_EXERCISE GOAL_: Would you restate every entry below word for word? Leave out the pictures.

Top of SUPPLIED RECORDS

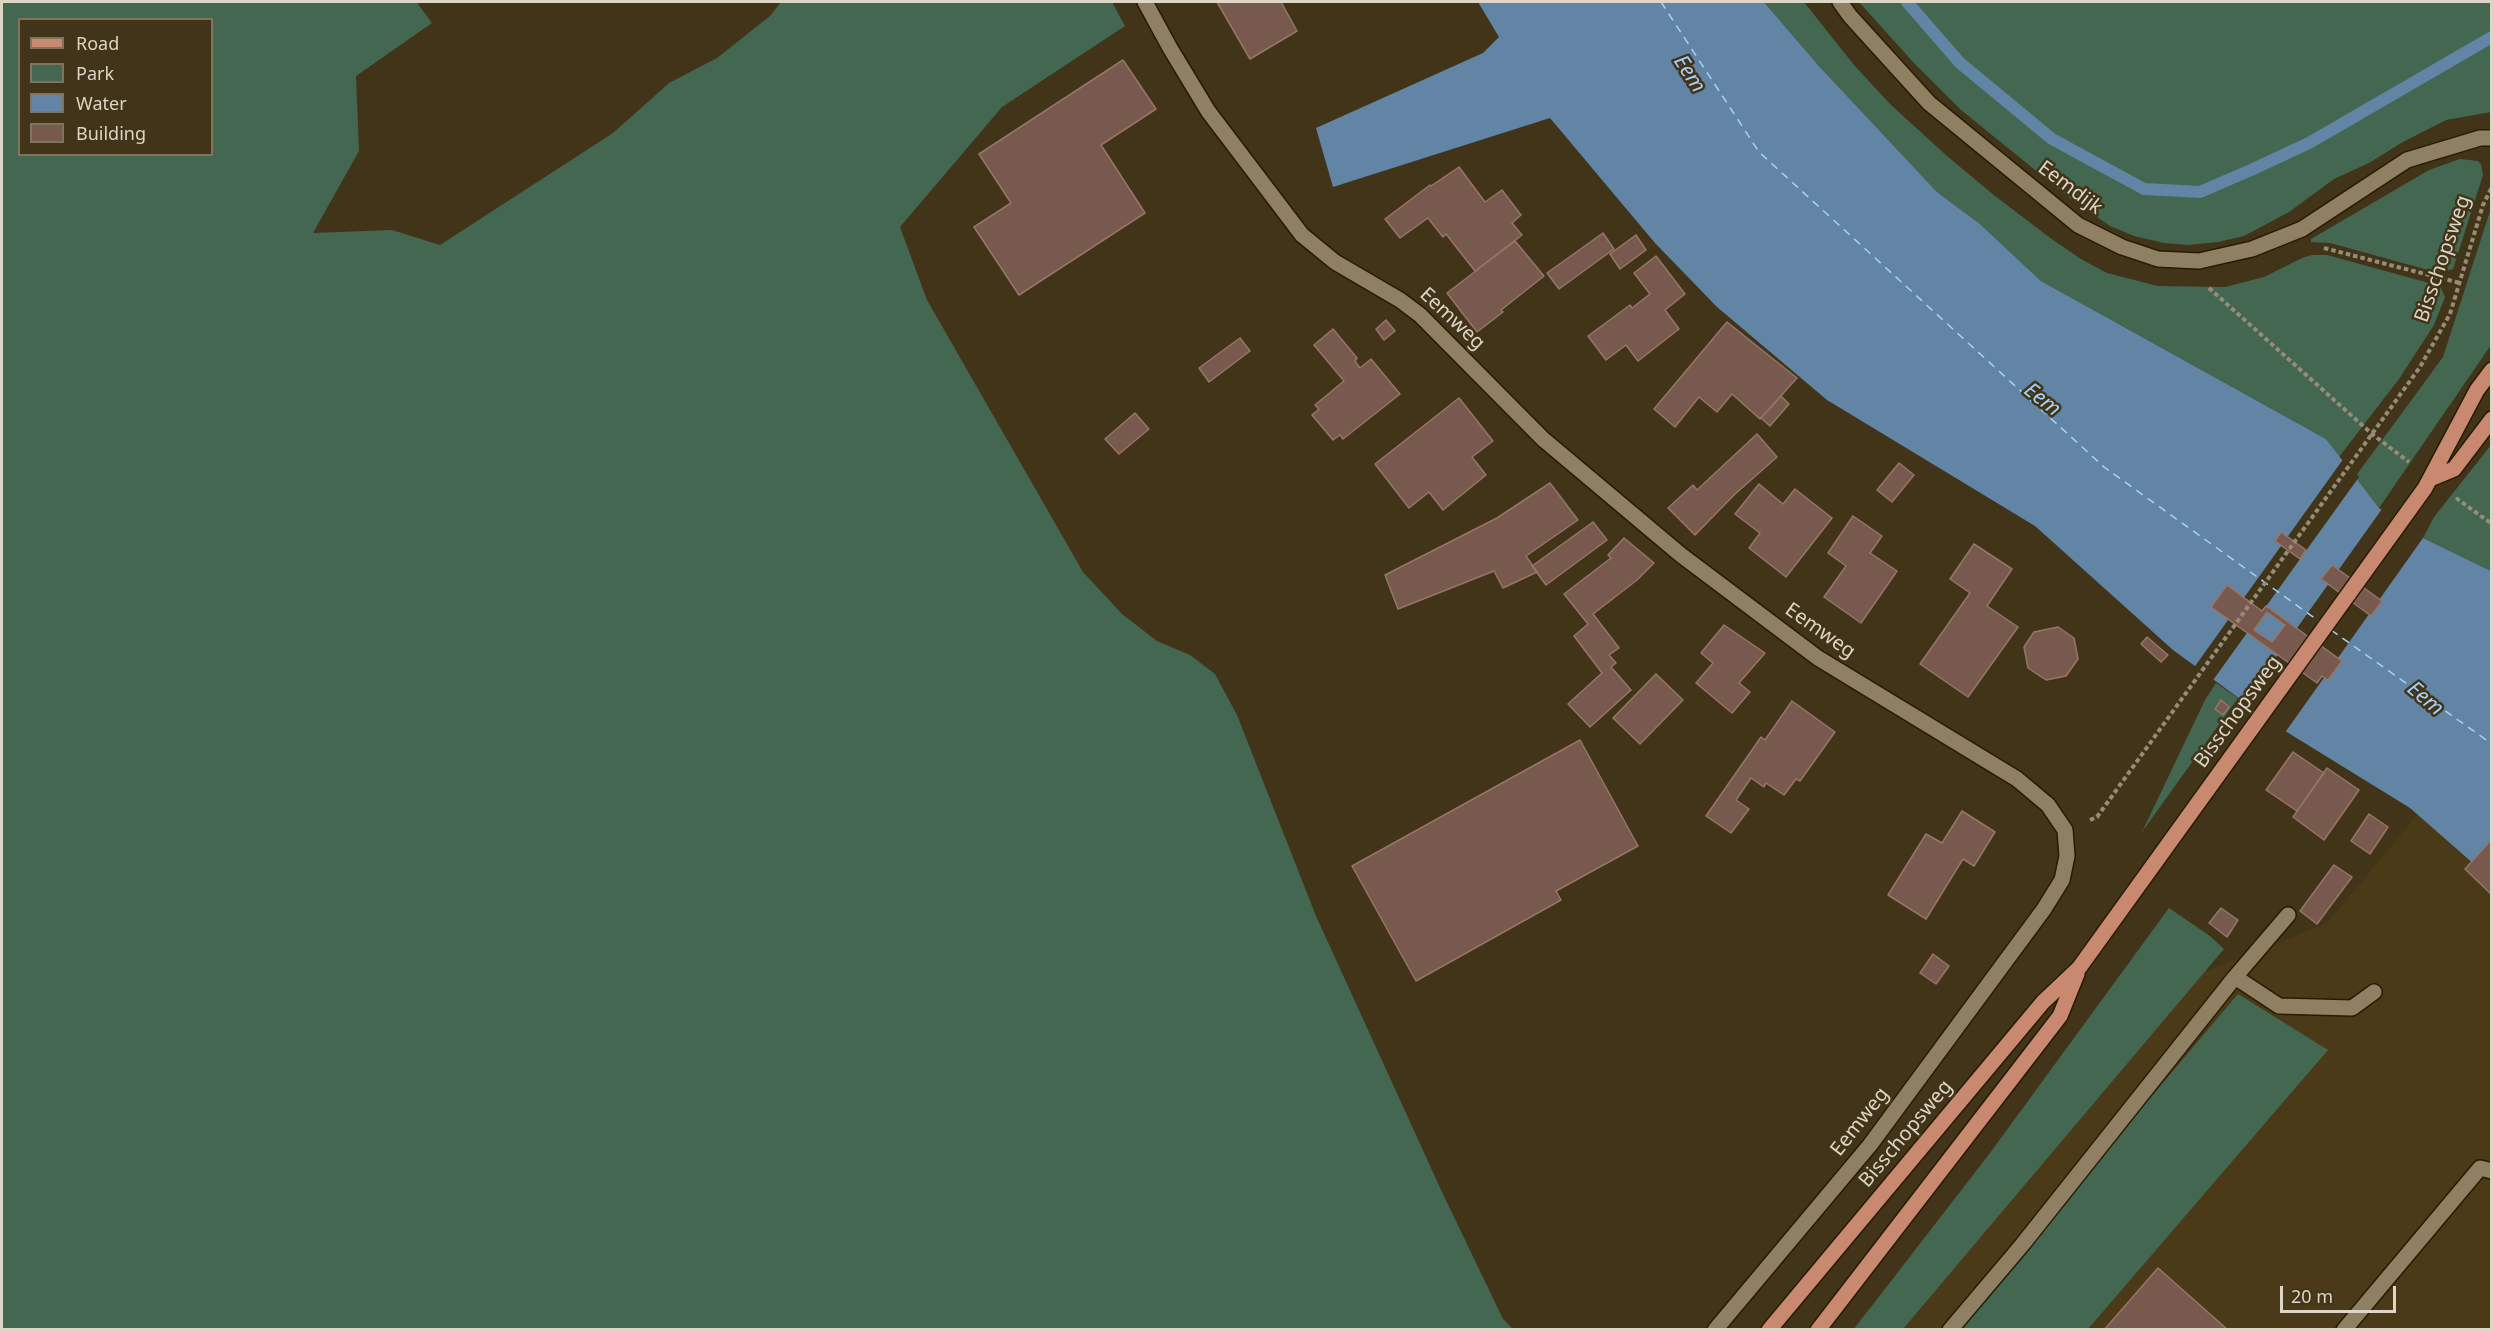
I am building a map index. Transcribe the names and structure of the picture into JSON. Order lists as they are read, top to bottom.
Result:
{
  "streets": {
    "main road": ["Bisschopsweg"],
    "street": ["Eemdijk", "Eemweg"]
  },
  "crossings": [
    ["Bisschopsweg", "Eemweg"]
  ],
  "water": ["Eem"],
  "legend": [
    "Road",
    "Park",
    "Water",
    "Building"
  ],
  "scale_bar": "20 m"
}
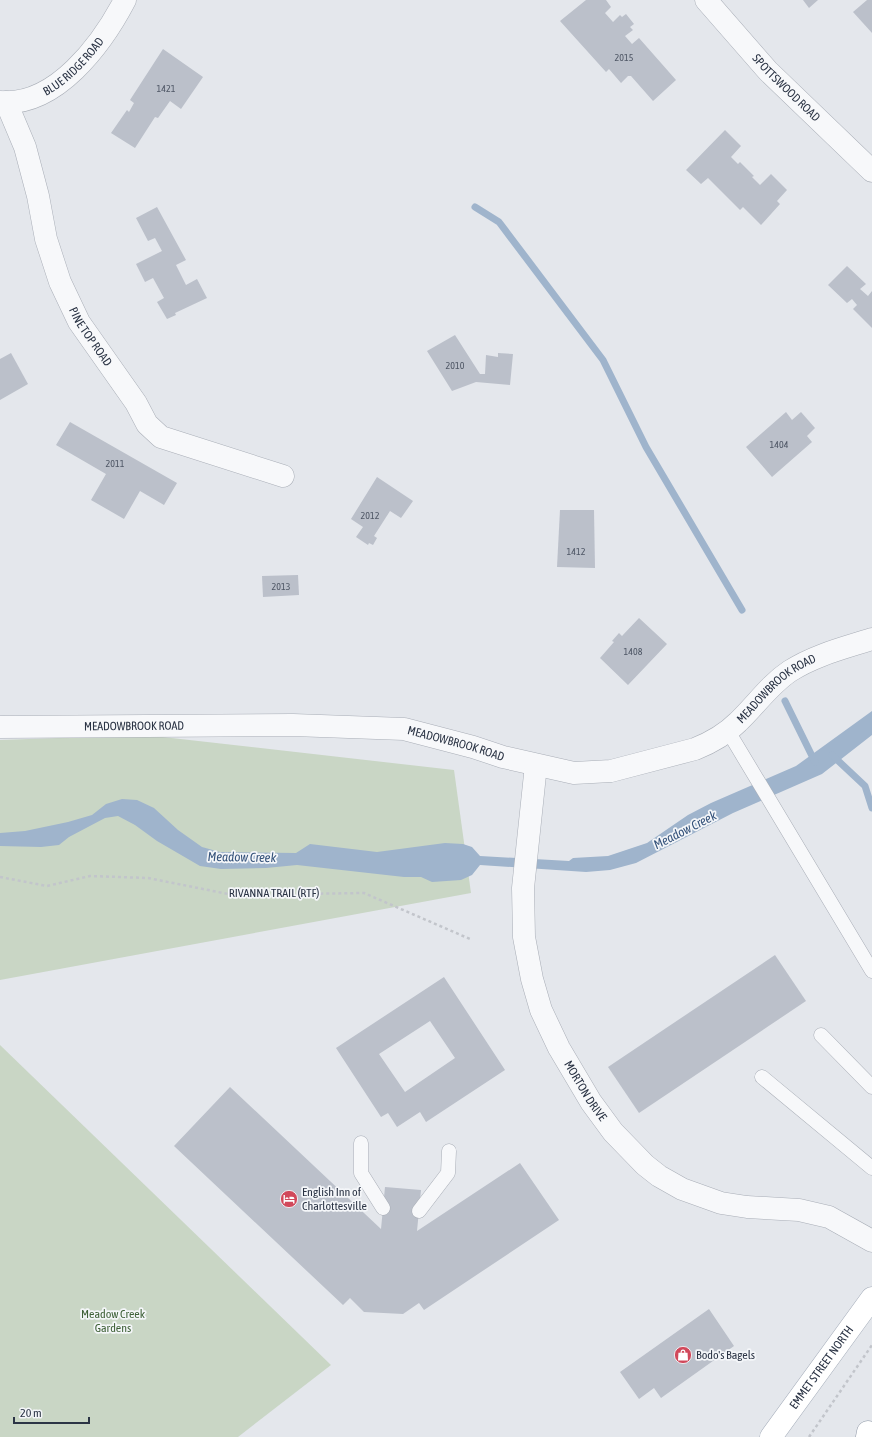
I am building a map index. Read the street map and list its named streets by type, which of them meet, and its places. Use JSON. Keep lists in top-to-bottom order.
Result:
{
  "streets": {
    "main road": ["EMMET STREET NORTH"],
    "street": [
      "BLUE RIDGE ROAD",
      "SPOTTSWOOD ROAD",
      "PINE TOP ROAD",
      "MEADOWBROOK ROAD",
      "MORTON DRIVE"
    ],
    "path": ["RIVANNA TRAIL (RTF)"]
  },
  "crossings": [
    ["BLUE RIDGE ROAD", "PINE TOP ROAD"],
    ["MEADOWBROOK ROAD", "MORTON DRIVE"]
  ],
  "water": ["Meadow Creek"],
  "parks": ["Meadow Creek Gardens"],
  "places": {
    "hotel": ["English Inn of Charlottesville"],
    "shop": ["Bodo's Bagels"]
  },
  "house_numbers": [
    "2015",
    "1421",
    "2010",
    "1404",
    "2011",
    "2012",
    "1412",
    "2013",
    "1408"
  ],
  "scale_bar": "20 m"
}
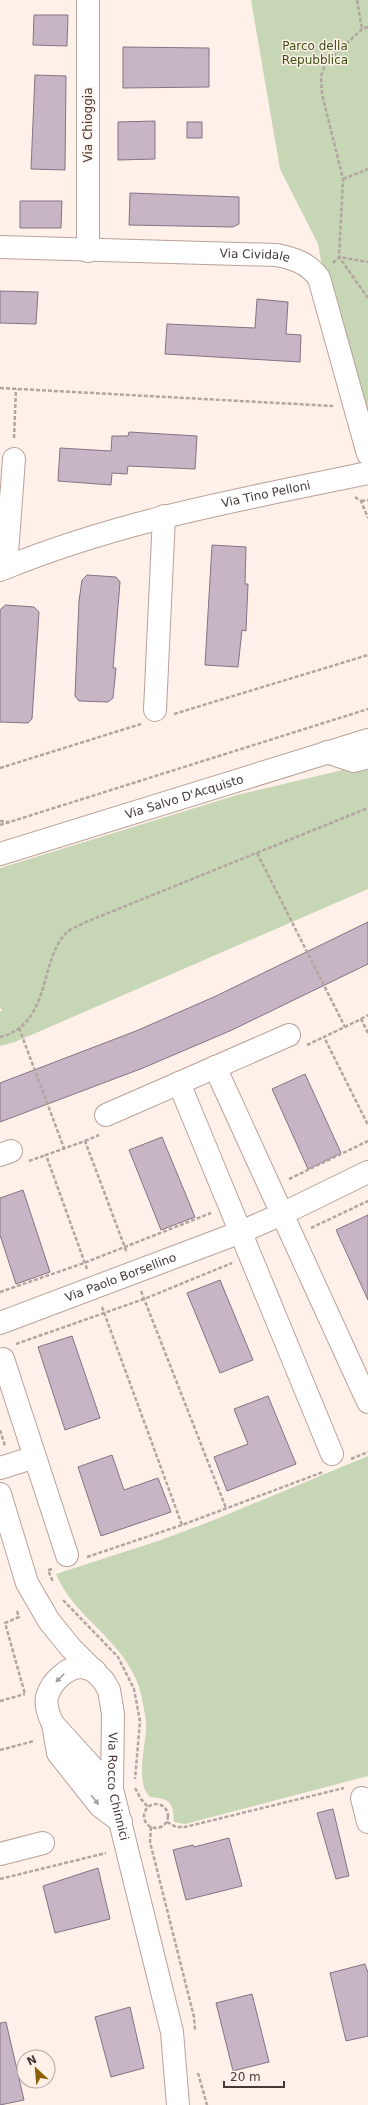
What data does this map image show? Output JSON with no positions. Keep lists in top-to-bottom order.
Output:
{
  "streets": {
    "street": [
      "Via Chioggia",
      "Via Cividale",
      "Via Tino Pelloni",
      "Via Salvo D'Acquisto",
      "Via Paolo Borsellino",
      "Via Rocco Chinnici"
    ]
  },
  "crossings": [
    ["Via Chioggia", "Via Cividale"]
  ],
  "parks": ["Parco della Repubblica"],
  "scale_bar": "20 m",
  "north": "top left"
}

Bottom of SUPPLIED RECORDS

_SOLUTION TO THE EXERCISE_:
I am building a map index. Transcribe the names and structure of the picture into JSON. Order lists as they are read, top to bottom.
Result:
{
  "streets": {
    "main road": ["Bisschopsweg"],
    "street": ["Eemdijk", "Eemweg"]
  },
  "crossings": [
    ["Bisschopsweg", "Eemweg"]
  ],
  "water": ["Eem"],
  "legend": [
    "Road",
    "Park",
    "Water",
    "Building"
  ],
  "scale_bar": "20 m"
}
I am building a map index. Read the street map and list its named streets by type, which of them meet, and its places. Use JSON. Keep lists in top-to-bottom order.
Result:
{
  "streets": {
    "main road": ["EMMET STREET NORTH"],
    "street": [
      "BLUE RIDGE ROAD",
      "SPOTTSWOOD ROAD",
      "PINE TOP ROAD",
      "MEADOWBROOK ROAD",
      "MORTON DRIVE"
    ],
    "path": ["RIVANNA TRAIL (RTF)"]
  },
  "crossings": [
    ["BLUE RIDGE ROAD", "PINE TOP ROAD"],
    ["MEADOWBROOK ROAD", "MORTON DRIVE"]
  ],
  "water": ["Meadow Creek"],
  "parks": ["Meadow Creek Gardens"],
  "places": {
    "hotel": ["English Inn of Charlottesville"],
    "shop": ["Bodo's Bagels"]
  },
  "house_numbers": [
    "2015",
    "1421",
    "2010",
    "1404",
    "2011",
    "2012",
    "1412",
    "2013",
    "1408"
  ],
  "scale_bar": "20 m"
}
What data does this map image show? Output JSON with no positions. Keep lists in top-to-bottom order.
Output:
{
  "streets": {
    "street": [
      "Via Chioggia",
      "Via Cividale",
      "Via Tino Pelloni",
      "Via Salvo D'Acquisto",
      "Via Paolo Borsellino",
      "Via Rocco Chinnici"
    ]
  },
  "crossings": [
    ["Via Chioggia", "Via Cividale"]
  ],
  "parks": ["Parco della Repubblica"],
  "scale_bar": "20 m",
  "north": "top left"
}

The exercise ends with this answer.